(AIM OF THE EXERCISE)
List all lines in the material below that contain "Slauson".
----
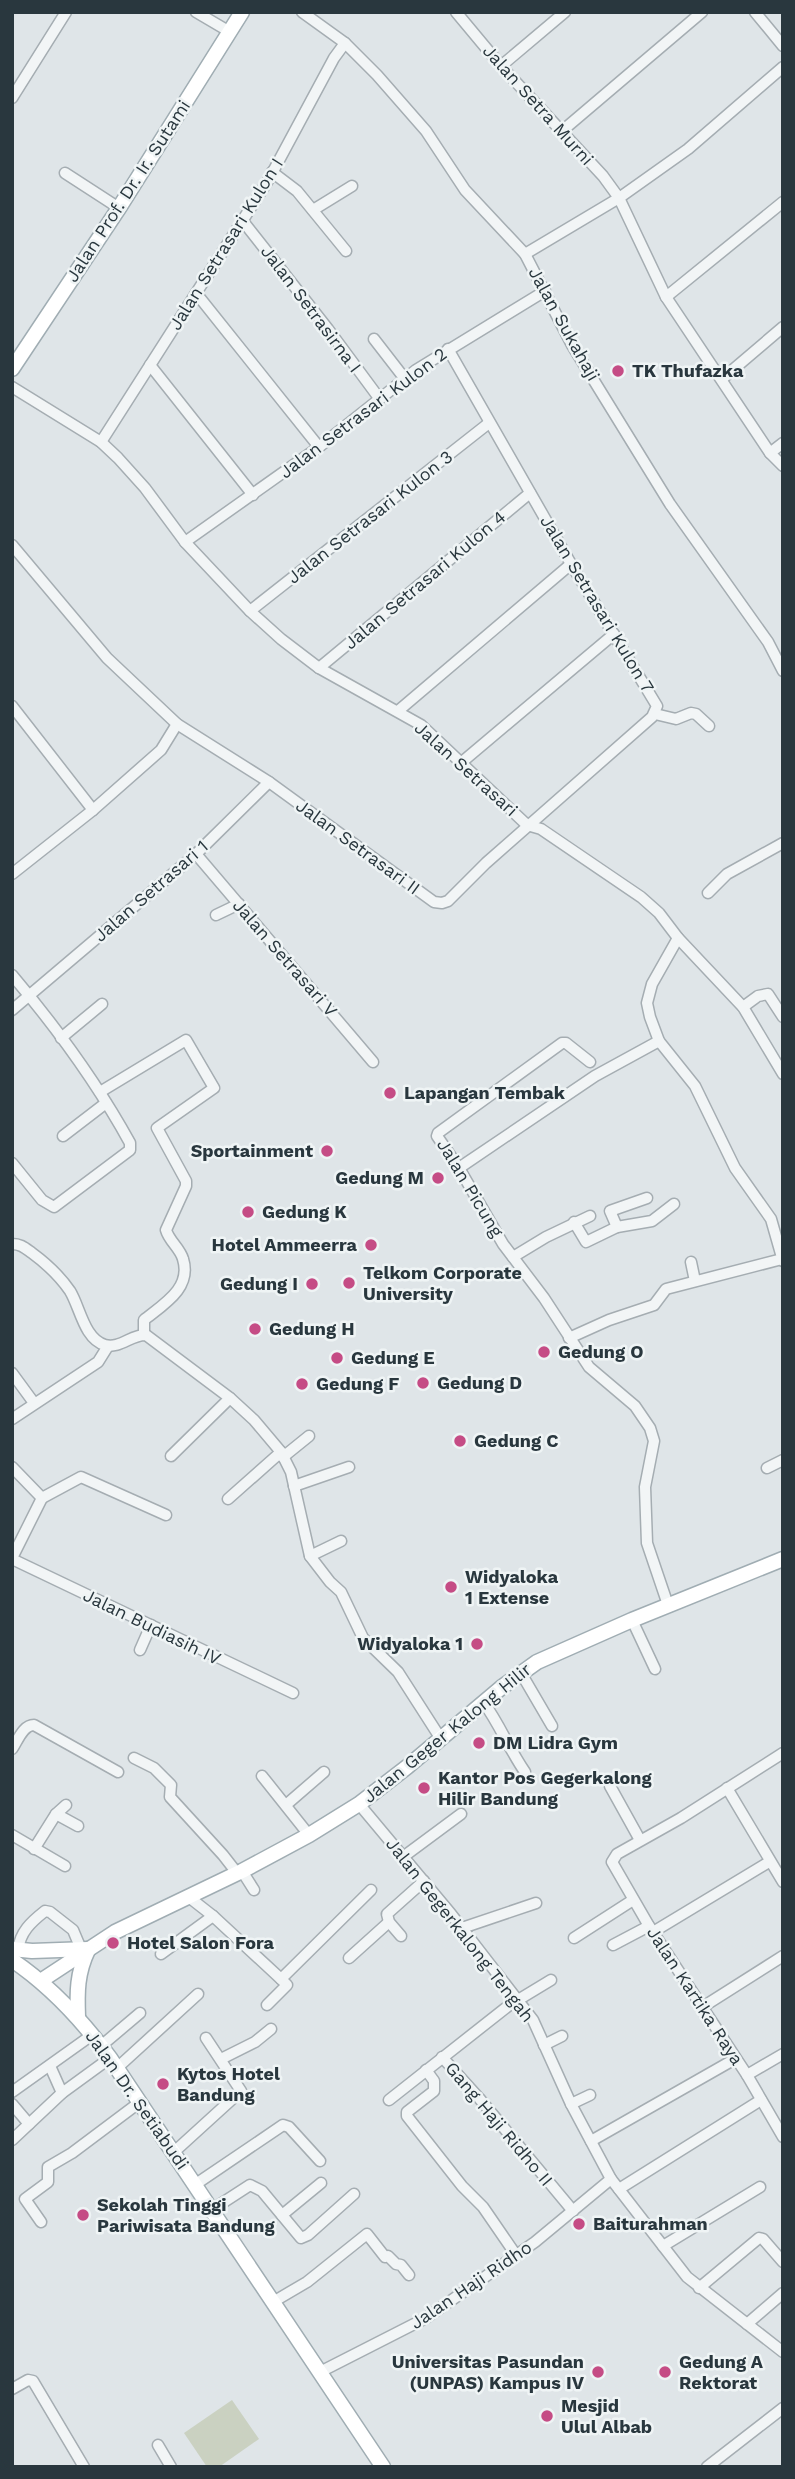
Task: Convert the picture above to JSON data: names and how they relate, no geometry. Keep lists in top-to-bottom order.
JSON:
{
  "streets": {
    "main road": ["Jalan Prof. Dr. Ir. Sutami", "Jalan Geger Kalong Hilir", "Jalan Dr. Setiabudi"],
    "street": [
      "Jalan Setra Murni",
      "Jalan Setrasari Kulon I",
      "Jalan Setrasirna I",
      "Jalan Sukahaji",
      "Jalan Setrasari Kulon 2",
      "Jalan Setrasari Kulon 3",
      "Jalan Setrasari Kulon 4",
      "Jalan Setrasari Kulon 7",
      "Jalan Setrasari",
      "Jalan Setrasari II",
      "Jalan Setrasari 1",
      "Jalan Setrasari V",
      "Jalan Picung",
      "Jalan Budiasih IV",
      "Jalan Gegerkalong Tengah",
      "Jalan Kartika Raya",
      "Gang Haji Ridho II",
      "Jalan Haji Ridho"
    ]
  },
  "crossings": [
    ["Jalan Setrasari Kulon I", "Jalan Setrasirna I"],
    ["Jalan Setrasari Kulon I", "Jalan Sukahaji"],
    ["Jalan Setrasari Kulon I", "Jalan Setrasari"],
    ["Jalan Setrasirna I", "Jalan Setrasari Kulon 2"],
    ["Jalan Sukahaji", "Jalan Setrasari Kulon 2"],
    ["Jalan Setrasari Kulon 2", "Jalan Setrasari Kulon 7"],
    ["Jalan Setrasari Kulon 2", "Jalan Setrasari"],
    ["Jalan Setrasari Kulon 3", "Jalan Setrasari Kulon 7"],
    ["Jalan Setrasari Kulon 3", "Jalan Setrasari"],
    ["Jalan Setrasari Kulon 4", "Jalan Setrasari Kulon 7"],
    ["Jalan Setrasari Kulon 4", "Jalan Setrasari"],
    ["Jalan Setrasari Kulon 7", "Jalan Setrasari"],
    ["Jalan Setrasari Kulon 7", "Jalan Setrasari II"],
    ["Jalan Setrasari", "Jalan Setrasari II"],
    ["Jalan Setrasari II", "Jalan Setrasari 1"],
    ["Jalan Setrasari 1", "Jalan Setrasari V"],
    ["Jalan Picung", "Jalan Geger Kalong Hilir"],
    ["Jalan Geger Kalong Hilir", "Jalan Gegerkalong Tengah"],
    ["Jalan Geger Kalong Hilir", "Jalan Dr. Setiabudi"],
    ["Jalan Gegerkalong Tengah", "Jalan Haji Ridho"],
    ["Jalan Dr. Setiabudi", "Jalan Haji Ridho"],
    ["Gang Haji Ridho II", "Jalan Haji Ridho"]
  ],
  "places": [
    "TK Thufazka",
    "Lapangan Tembak",
    "Sportainment",
    "Gedung M",
    "Gedung K",
    "Hotel Ammeerra",
    "Telkom Corporate University",
    "Gedung I",
    "Gedung H",
    "Gedung O",
    "Gedung E",
    "Gedung D",
    "Gedung F",
    "Gedung C",
    "Widyaloka 1 Extense",
    "Widyaloka 1",
    "DM Lidra Gym",
    "Kantor Pos Gegerkalong Hilir Bandung",
    "Hotel Salon Fora",
    "Kytos Hotel Bandung",
    "Sekolah Tinggi Pariwisata Bandung",
    "Baiturahman",
    "Universitas Pasundan (UNPAS) Kampus IV",
    "Gedung A Rektorat",
    "Mesjid Ulul Albab"
  ]
}
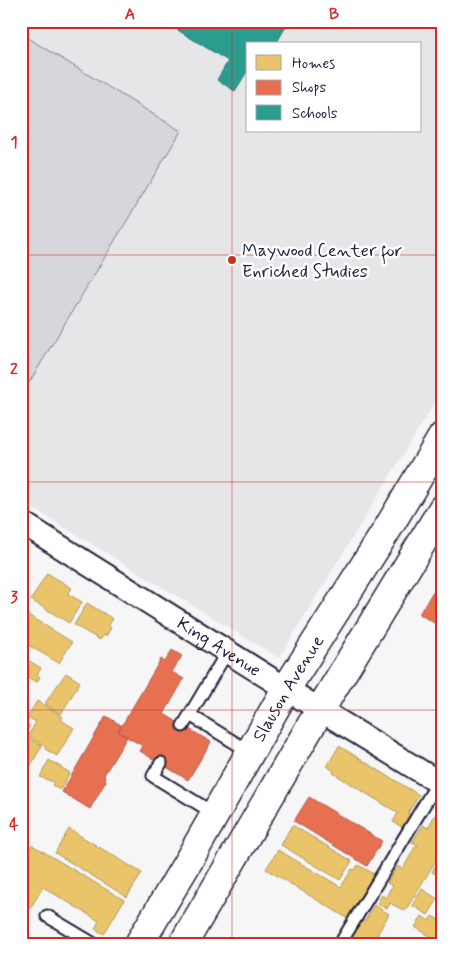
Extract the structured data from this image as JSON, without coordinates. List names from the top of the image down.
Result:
{
  "streets": {
    "main road": ["Slauson Avenue"],
    "street": ["King Avenue"]
  },
  "crossings": [
    ["King Avenue", "Slauson Avenue"]
  ],
  "places": ["Maywood Center for Enriched Studies"],
  "legend": ["Homes", "Shops", "Schools"],
  "grid": {
    "columns": ["A", "B"],
    "rows": [
      "1",
      "2",
      "3",
      "4"
    ]
  }
}
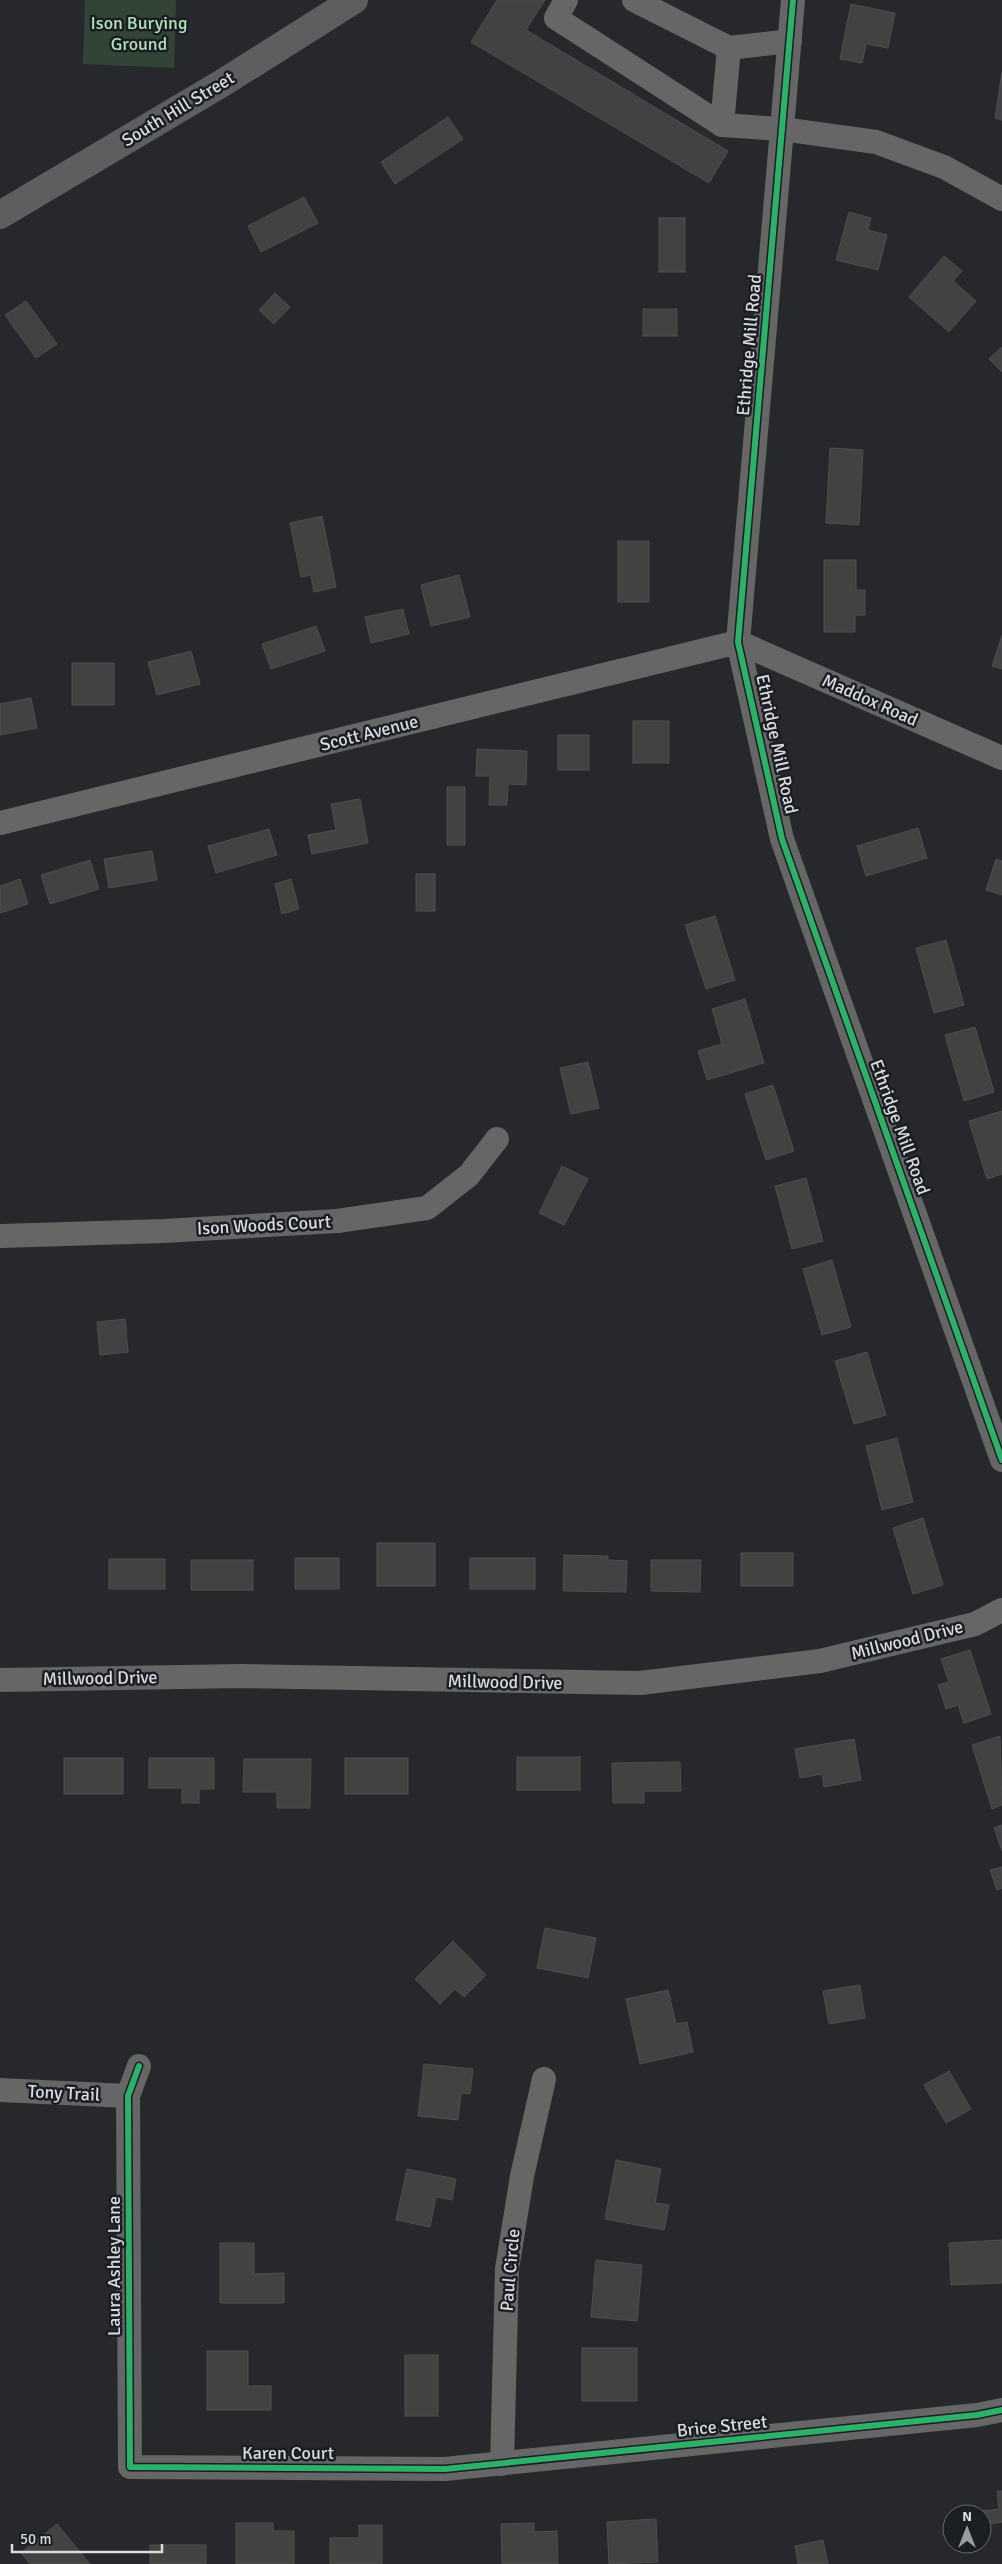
----
(ANSWER FOR THIS EXERCISE)
    "main road": ["Slauson Avenue"],
    ["King Avenue", "Slauson Avenue"]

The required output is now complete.